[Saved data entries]
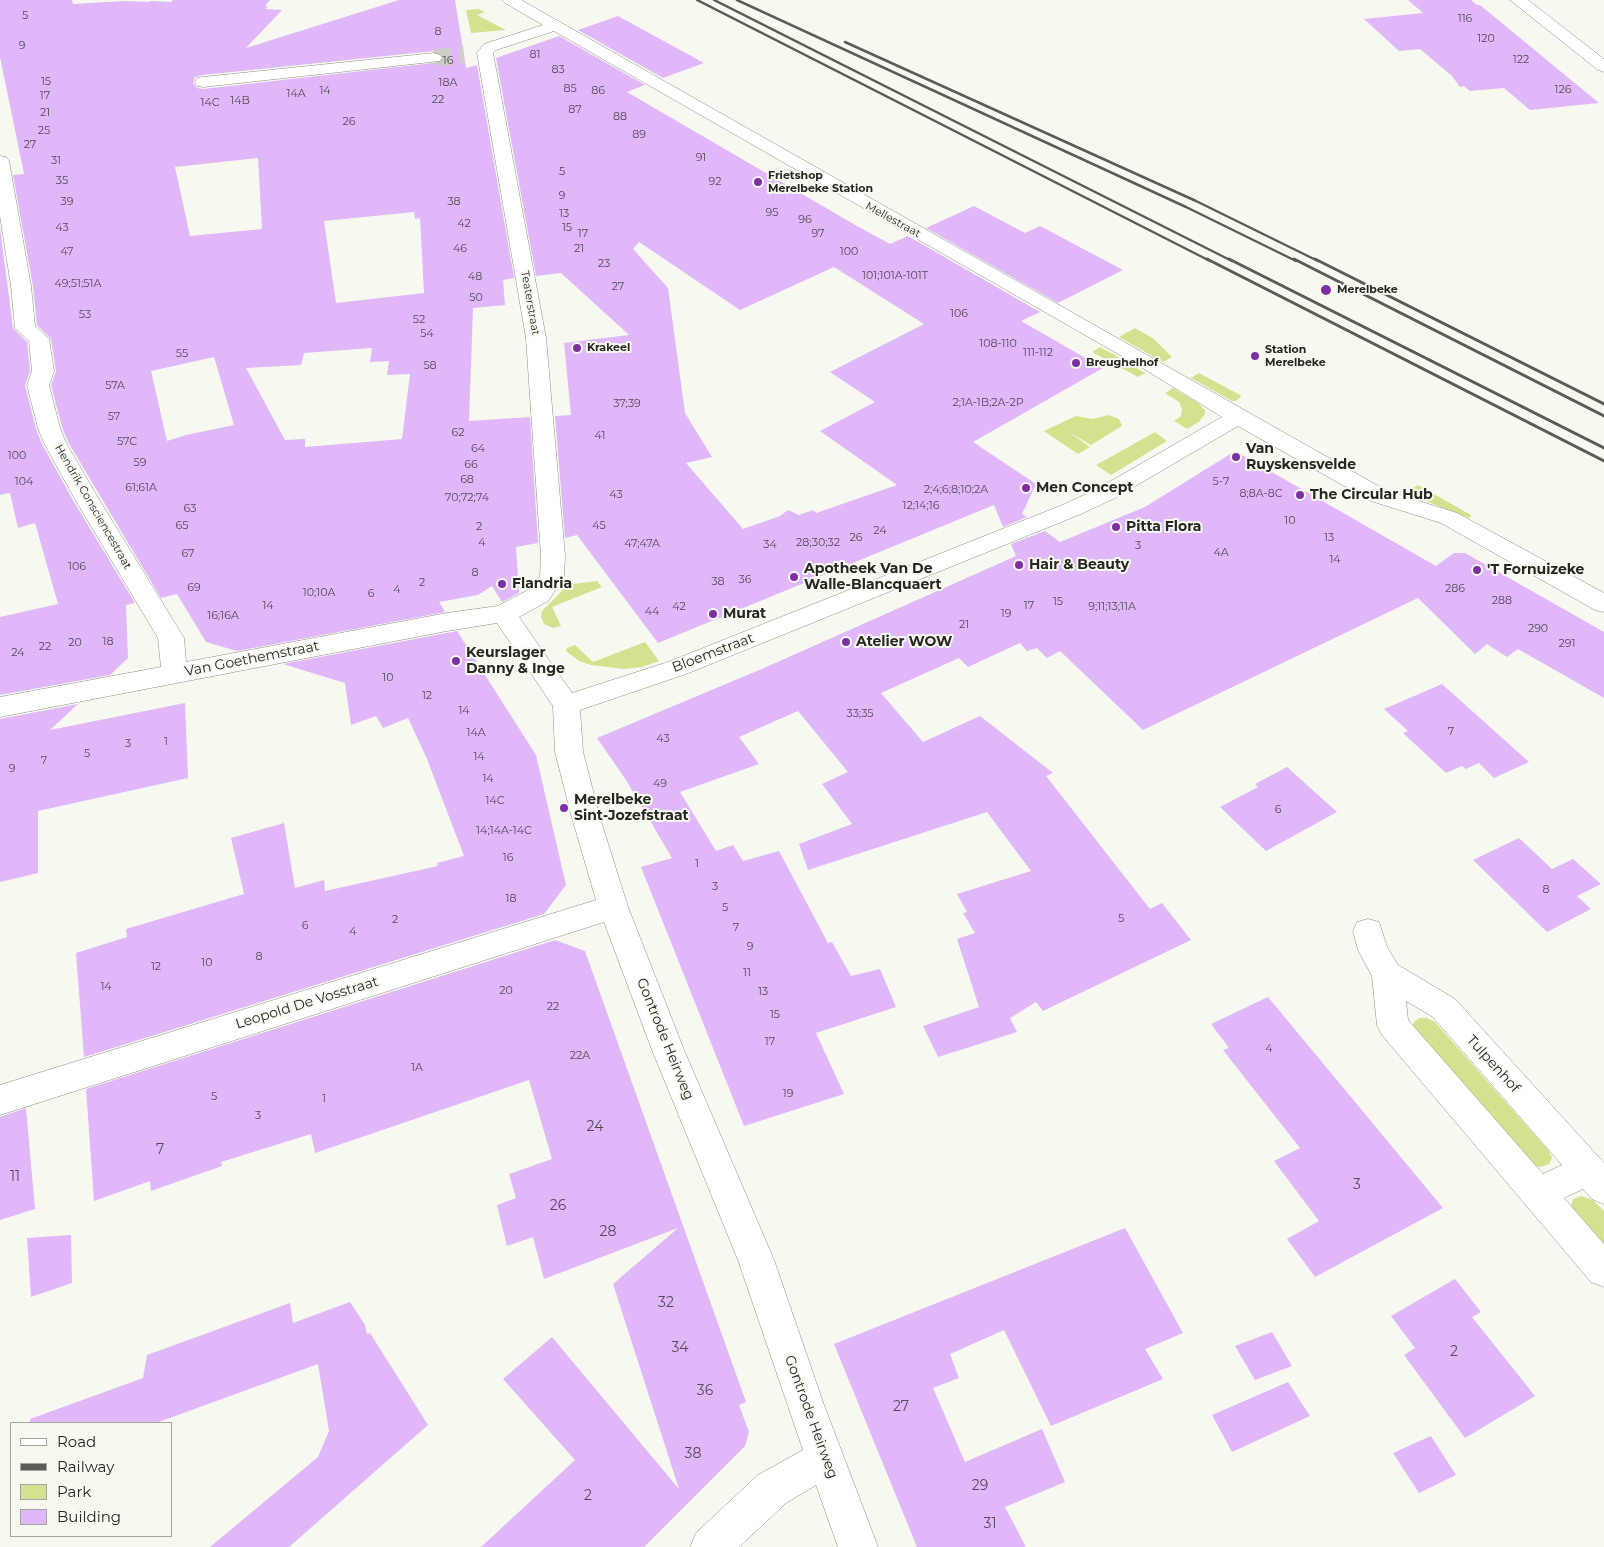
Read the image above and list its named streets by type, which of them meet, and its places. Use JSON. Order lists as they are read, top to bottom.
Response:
{
  "streets": {
    "street": [
      "Mellestraat",
      "Teaterstraat",
      "Hendrik Consciencestraat",
      "Bloemstraat",
      "Van Goethemstraat",
      "Leopold De Vosstraat",
      "Gontrode Heirweg",
      "Tulpenhof"
    ]
  },
  "crossings": [
    ["Mellestraat", "Teaterstraat"],
    ["Mellestraat", "Bloemstraat"],
    ["Teaterstraat", "Van Goethemstraat"],
    ["Hendrik Consciencestraat", "Van Goethemstraat"],
    ["Bloemstraat", "Gontrode Heirweg"],
    ["Leopold De Vosstraat", "Gontrode Heirweg"]
  ],
  "places": [
    "Frietshop Merelbeke Station",
    "Merelbeke",
    "Krakeel",
    "Station Merelbeke",
    "Breughelhof",
    "Van Ruyskensvelde",
    "Men Concept",
    "The Circular Hub",
    "Pitta Flora",
    "Hair & Beauty",
    "'T Fornuizeke",
    "Apotheek Van De Walle-Blancquaert",
    "Flandria",
    "Murat",
    "Atelier WOW",
    "Keurslager Danny & Inge",
    "Merelbeke Sint-Jozefstraat"
  ],
  "house_numbers": [
    "5",
    "116",
    "8",
    "120",
    "9",
    "81",
    "122",
    "16",
    "83",
    "15",
    "18A",
    "85",
    "126",
    "14",
    "86",
    "14A",
    "17",
    "22",
    "14B",
    "14C",
    "87",
    "21",
    "88",
    "26",
    "25",
    "89",
    "27",
    "91",
    "31",
    "5",
    "35",
    "92",
    "9",
    "39",
    "38",
    "95",
    "13",
    "96",
    "42",
    "43",
    "15",
    "17",
    "97",
    "46",
    "21",
    "47",
    "100",
    "23",
    "101;101A-101T",
    "48",
    "49;51;51A",
    "27",
    "50",
    "106",
    "53",
    "52",
    "54",
    "108-110",
    "111-112",
    "55",
    "58",
    "57A",
    "2;1A-1B;2A-2P",
    "37;39",
    "57",
    "62",
    "41",
    "57C",
    "64",
    "100",
    "59",
    "66",
    "68",
    "104",
    "5-7",
    "61;61A",
    "2;4;6;8;10;2A",
    "8;8A-8C",
    "43",
    "70;72;74",
    "12;14;16",
    "63",
    "10",
    "65",
    "45",
    "2",
    "24",
    "26",
    "13",
    "4",
    "28;30;32",
    "47;47A",
    "34",
    "3",
    "4A",
    "67",
    "14",
    "106",
    "8",
    "36",
    "38",
    "2",
    "69",
    "286",
    "4",
    "10;10A",
    "6",
    "288",
    "15",
    "14",
    "17",
    "42",
    "9;11;13;11A",
    "44",
    "19",
    "16;16A",
    "21",
    "290",
    "18",
    "20",
    "291",
    "22",
    "24",
    "10",
    "12",
    "14",
    "33;35",
    "7",
    "14A",
    "43",
    "1",
    "3",
    "5",
    "14",
    "7",
    "9",
    "14",
    "49",
    "14C",
    "6",
    "14;14A-14C",
    "16",
    "1",
    "3",
    "8",
    "18",
    "5",
    "5",
    "2",
    "6",
    "7",
    "4",
    "9",
    "8",
    "10",
    "12",
    "11",
    "14",
    "20",
    "13",
    "22",
    "15",
    "17",
    "4",
    "22A",
    "1A",
    "19",
    "5",
    "1",
    "3",
    "24",
    "7",
    "11",
    "3",
    "26",
    "28",
    "32",
    "34",
    "2",
    "36",
    "27",
    "38",
    "29",
    "2",
    "31"
  ],
  "legend": [
    "Road",
    "Railway",
    "Park",
    "Building"
  ]
}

Exercise goal:
Reproduce every entry above in full and exactly, though not its pictures.

Your solution:
Read the image above and list its named streets by type, which of them meet, and its places. Use JSON. Order lists as they are read, top to bottom.
Response:
{
  "streets": {
    "street": [
      "Mellestraat",
      "Teaterstraat",
      "Hendrik Consciencestraat",
      "Bloemstraat",
      "Van Goethemstraat",
      "Leopold De Vosstraat",
      "Gontrode Heirweg",
      "Tulpenhof"
    ]
  },
  "crossings": [
    ["Mellestraat", "Teaterstraat"],
    ["Mellestraat", "Bloemstraat"],
    ["Teaterstraat", "Van Goethemstraat"],
    ["Hendrik Consciencestraat", "Van Goethemstraat"],
    ["Bloemstraat", "Gontrode Heirweg"],
    ["Leopold De Vosstraat", "Gontrode Heirweg"]
  ],
  "places": [
    "Frietshop Merelbeke Station",
    "Merelbeke",
    "Krakeel",
    "Station Merelbeke",
    "Breughelhof",
    "Van Ruyskensvelde",
    "Men Concept",
    "The Circular Hub",
    "Pitta Flora",
    "Hair & Beauty",
    "'T Fornuizeke",
    "Apotheek Van De Walle-Blancquaert",
    "Flandria",
    "Murat",
    "Atelier WOW",
    "Keurslager Danny & Inge",
    "Merelbeke Sint-Jozefstraat"
  ],
  "house_numbers": [
    "5",
    "116",
    "8",
    "120",
    "9",
    "81",
    "122",
    "16",
    "83",
    "15",
    "18A",
    "85",
    "126",
    "14",
    "86",
    "14A",
    "17",
    "22",
    "14B",
    "14C",
    "87",
    "21",
    "88",
    "26",
    "25",
    "89",
    "27",
    "91",
    "31",
    "5",
    "35",
    "92",
    "9",
    "39",
    "38",
    "95",
    "13",
    "96",
    "42",
    "43",
    "15",
    "17",
    "97",
    "46",
    "21",
    "47",
    "100",
    "23",
    "101;101A-101T",
    "48",
    "49;51;51A",
    "27",
    "50",
    "106",
    "53",
    "52",
    "54",
    "108-110",
    "111-112",
    "55",
    "58",
    "57A",
    "2;1A-1B;2A-2P",
    "37;39",
    "57",
    "62",
    "41",
    "57C",
    "64",
    "100",
    "59",
    "66",
    "68",
    "104",
    "5-7",
    "61;61A",
    "2;4;6;8;10;2A",
    "8;8A-8C",
    "43",
    "70;72;74",
    "12;14;16",
    "63",
    "10",
    "65",
    "45",
    "2",
    "24",
    "26",
    "13",
    "4",
    "28;30;32",
    "47;47A",
    "34",
    "3",
    "4A",
    "67",
    "14",
    "106",
    "8",
    "36",
    "38",
    "2",
    "69",
    "286",
    "4",
    "10;10A",
    "6",
    "288",
    "15",
    "14",
    "17",
    "42",
    "9;11;13;11A",
    "44",
    "19",
    "16;16A",
    "21",
    "290",
    "18",
    "20",
    "291",
    "22",
    "24",
    "10",
    "12",
    "14",
    "33;35",
    "7",
    "14A",
    "43",
    "1",
    "3",
    "5",
    "14",
    "7",
    "9",
    "14",
    "49",
    "14C",
    "6",
    "14;14A-14C",
    "16",
    "1",
    "3",
    "8",
    "18",
    "5",
    "5",
    "2",
    "6",
    "7",
    "4",
    "9",
    "8",
    "10",
    "12",
    "11",
    "14",
    "20",
    "13",
    "22",
    "15",
    "17",
    "4",
    "22A",
    "1A",
    "19",
    "5",
    "1",
    "3",
    "24",
    "7",
    "11",
    "3",
    "26",
    "28",
    "32",
    "34",
    "2",
    "36",
    "27",
    "38",
    "29",
    "2",
    "31"
  ],
  "legend": [
    "Road",
    "Railway",
    "Park",
    "Building"
  ]
}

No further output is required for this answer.